Whitemyer is one of 204 Ohio businesses and homeowners who filed grant requests before Nov. 5 only to learn that they won't get money this year - if ever.
Money for the grants came from a 9-cent monthly fee tacked on to most Ohioans' electricity bills. The fee expired Dec. 31, after state lawmakers didn't reauthorize it.
Chad Smith, interim energy resources director for the Department of Development, said he's aware people are upset about the fund's cutoff and demise, but he said the state can't give money it doesn't have.
"The (grants) were structured on a first-come, first served basis," Smith said. "From July to November, we did more projects than we ever did in any fiscal year."
Before it ran out of money, records show, the program awarded $15.6 million worth of grants for 161 solar-panel and wind-turbine projects from July to November.

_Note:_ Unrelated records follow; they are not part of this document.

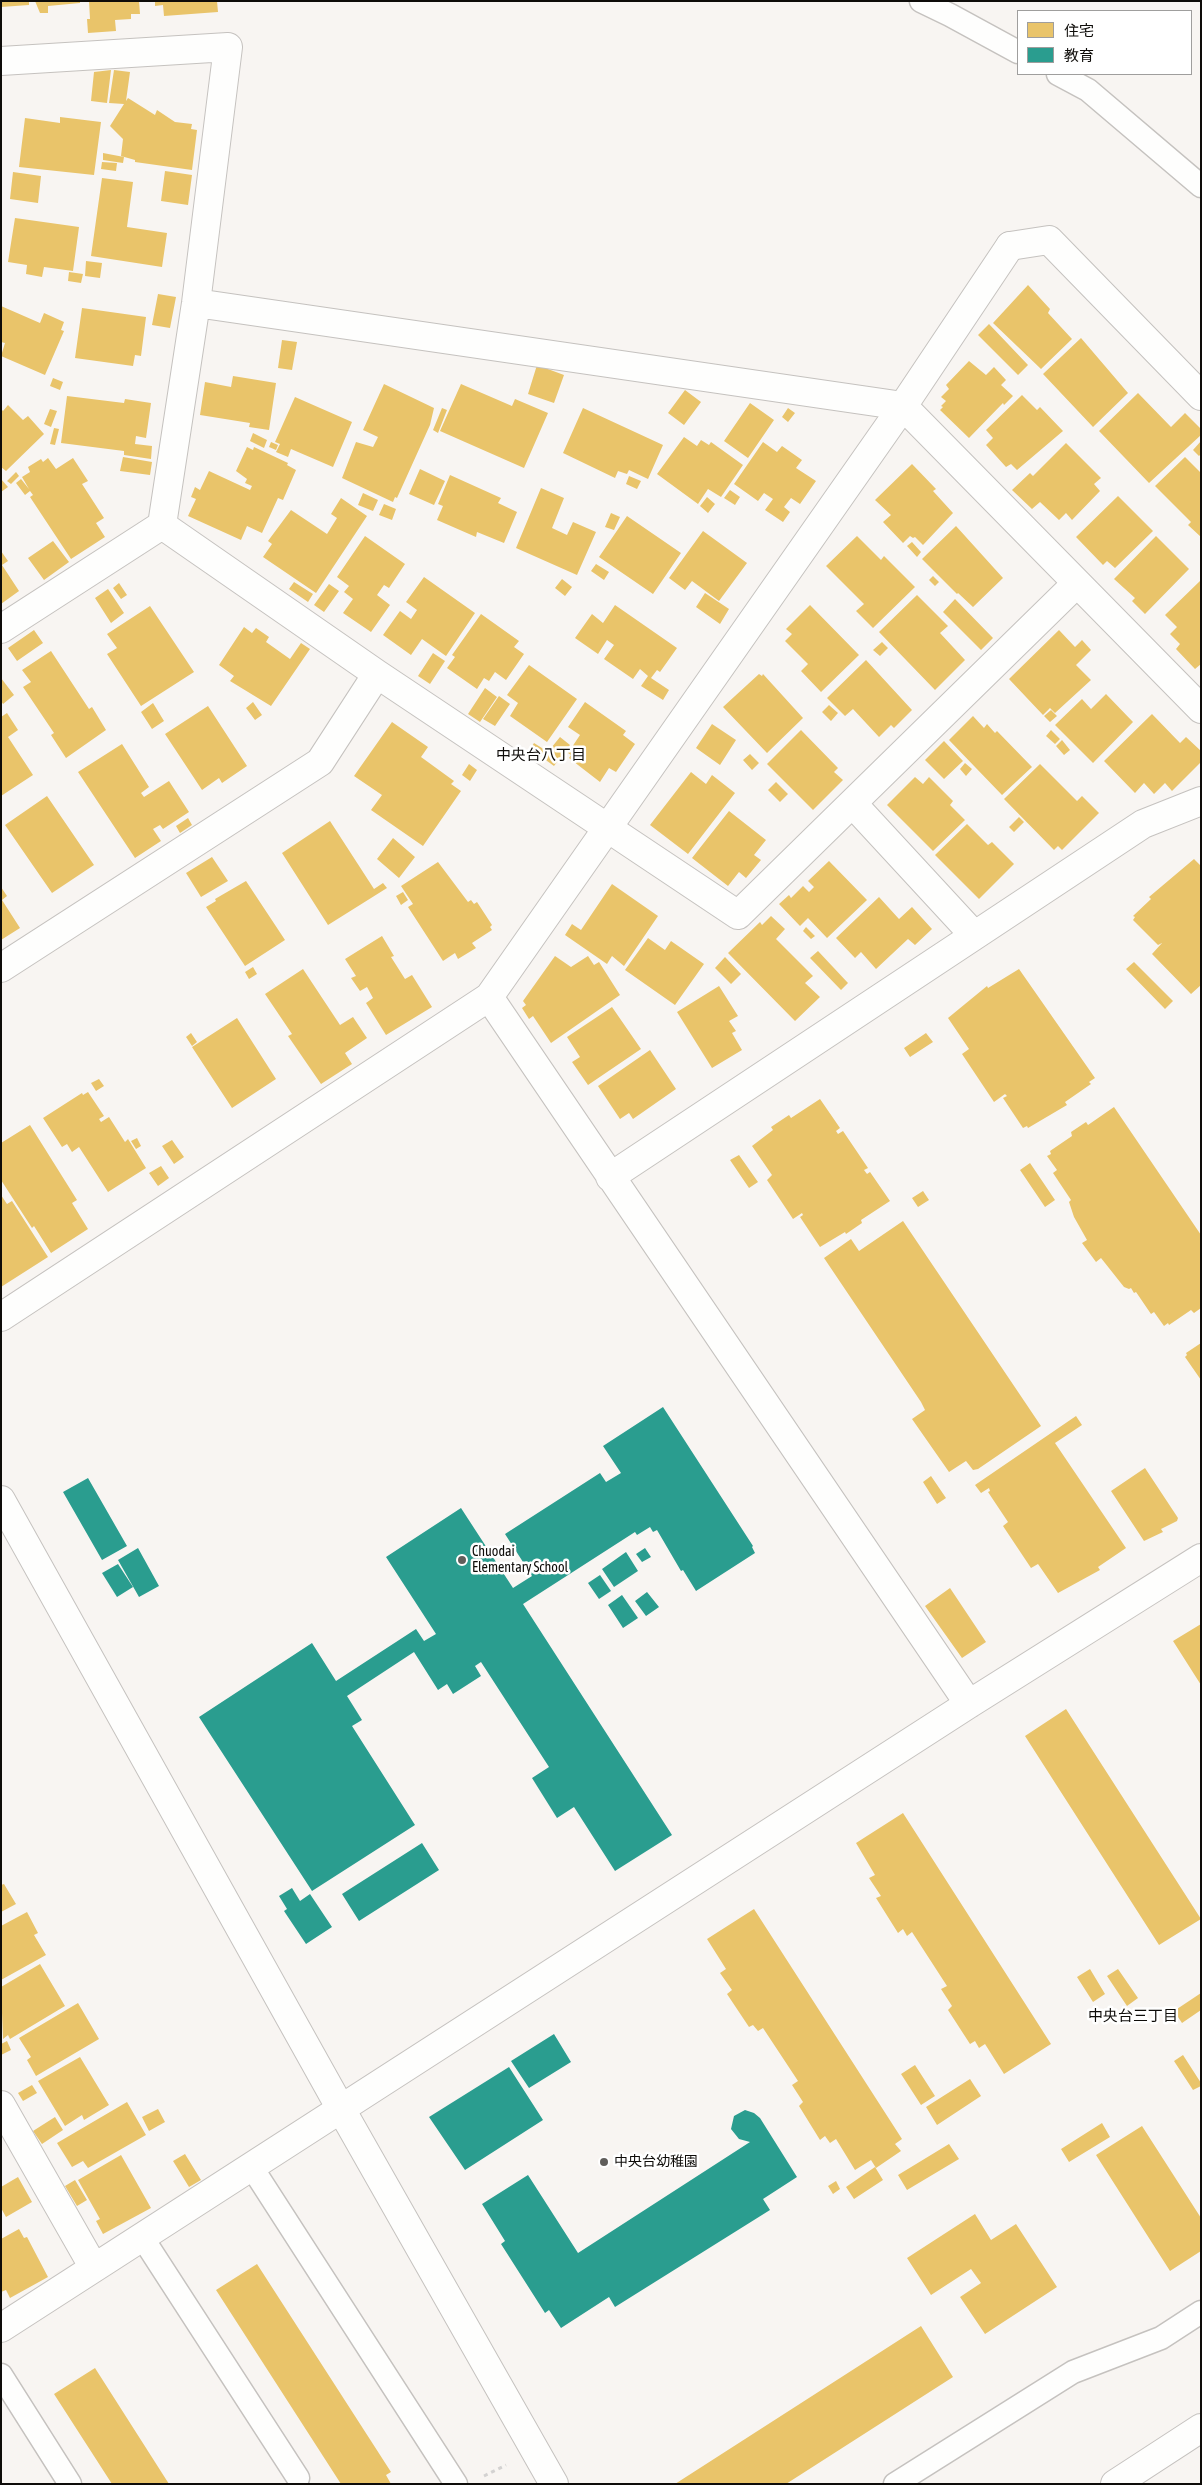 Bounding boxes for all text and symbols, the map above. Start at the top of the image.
legend [1017,10,1192,75]
text: 住宅 [1064,22,1094,39]
text: 教育 [1064,47,1094,64]
district label: 中央台八丁目 [496,746,586,764]
place label: Chuodai Elementary School [472,1544,568,1576]
marker: Chuodai Elementary School [456,1554,468,1566]
district label: 中央台三丁目 [1088,2007,1178,2025]
place label: 中央台幼稚園 [614,2154,698,2170]
marker: 中央台幼稚園 [598,2156,610,2168]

The program began in 1999 when the legislature first enacted the fee, initially offering low-interest loans to homeowners and businesses. It has given out a total of
$49.3 million since it was transformed into a grant program in July 2006.

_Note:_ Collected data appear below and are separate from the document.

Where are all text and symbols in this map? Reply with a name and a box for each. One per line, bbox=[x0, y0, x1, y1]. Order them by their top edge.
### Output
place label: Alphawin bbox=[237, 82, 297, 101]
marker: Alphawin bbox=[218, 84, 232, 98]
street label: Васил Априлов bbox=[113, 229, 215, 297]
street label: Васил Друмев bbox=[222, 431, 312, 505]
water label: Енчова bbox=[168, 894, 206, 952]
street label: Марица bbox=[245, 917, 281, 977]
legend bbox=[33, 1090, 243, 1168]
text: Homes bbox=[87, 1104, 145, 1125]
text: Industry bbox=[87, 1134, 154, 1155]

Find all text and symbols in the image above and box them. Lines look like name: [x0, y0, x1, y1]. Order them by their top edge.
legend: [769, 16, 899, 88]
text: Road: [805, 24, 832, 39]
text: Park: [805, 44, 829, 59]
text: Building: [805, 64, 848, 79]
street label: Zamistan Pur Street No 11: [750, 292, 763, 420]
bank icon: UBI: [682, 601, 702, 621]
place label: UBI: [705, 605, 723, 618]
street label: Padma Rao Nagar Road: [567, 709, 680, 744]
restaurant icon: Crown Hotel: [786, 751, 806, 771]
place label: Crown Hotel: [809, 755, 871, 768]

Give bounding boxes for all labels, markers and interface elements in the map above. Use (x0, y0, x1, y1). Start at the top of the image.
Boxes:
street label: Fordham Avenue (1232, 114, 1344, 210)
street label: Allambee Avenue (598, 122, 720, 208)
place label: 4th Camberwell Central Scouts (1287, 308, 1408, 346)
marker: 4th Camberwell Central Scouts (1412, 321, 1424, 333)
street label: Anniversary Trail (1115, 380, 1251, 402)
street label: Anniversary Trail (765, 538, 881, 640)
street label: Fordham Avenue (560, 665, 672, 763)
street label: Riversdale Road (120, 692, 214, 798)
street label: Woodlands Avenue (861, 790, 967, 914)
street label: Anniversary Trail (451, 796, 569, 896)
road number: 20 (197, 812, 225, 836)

The 204 grant applications filed in 2010 asked for $20.8million from the state. Five years earlier, the fund provided $2 million for 67 projects.
Why such an increase in demand?
The price of solar panels has dropped substantially in recent years, said Geoff Greenfield, co-owner of Third Sun Solar, a company based in Athens that installs alternative-energy systems.
A 10-kilowatt solar-panel system that cost $80,000 in 2005 now sells for $50,000, he said. With the help of state grants and federal tax credits, the electricity generated would help a home system pay for itself in about eight years.
Here's my take away from this article.
Basically, the working poor have been paying a higher utility rates so some rich dude in Dublin can subsidize his solar roof.
Even after the subsidies (which account for more than half the price) it still takes 8 years to recover costs. That sounds amazingly inefficient to me.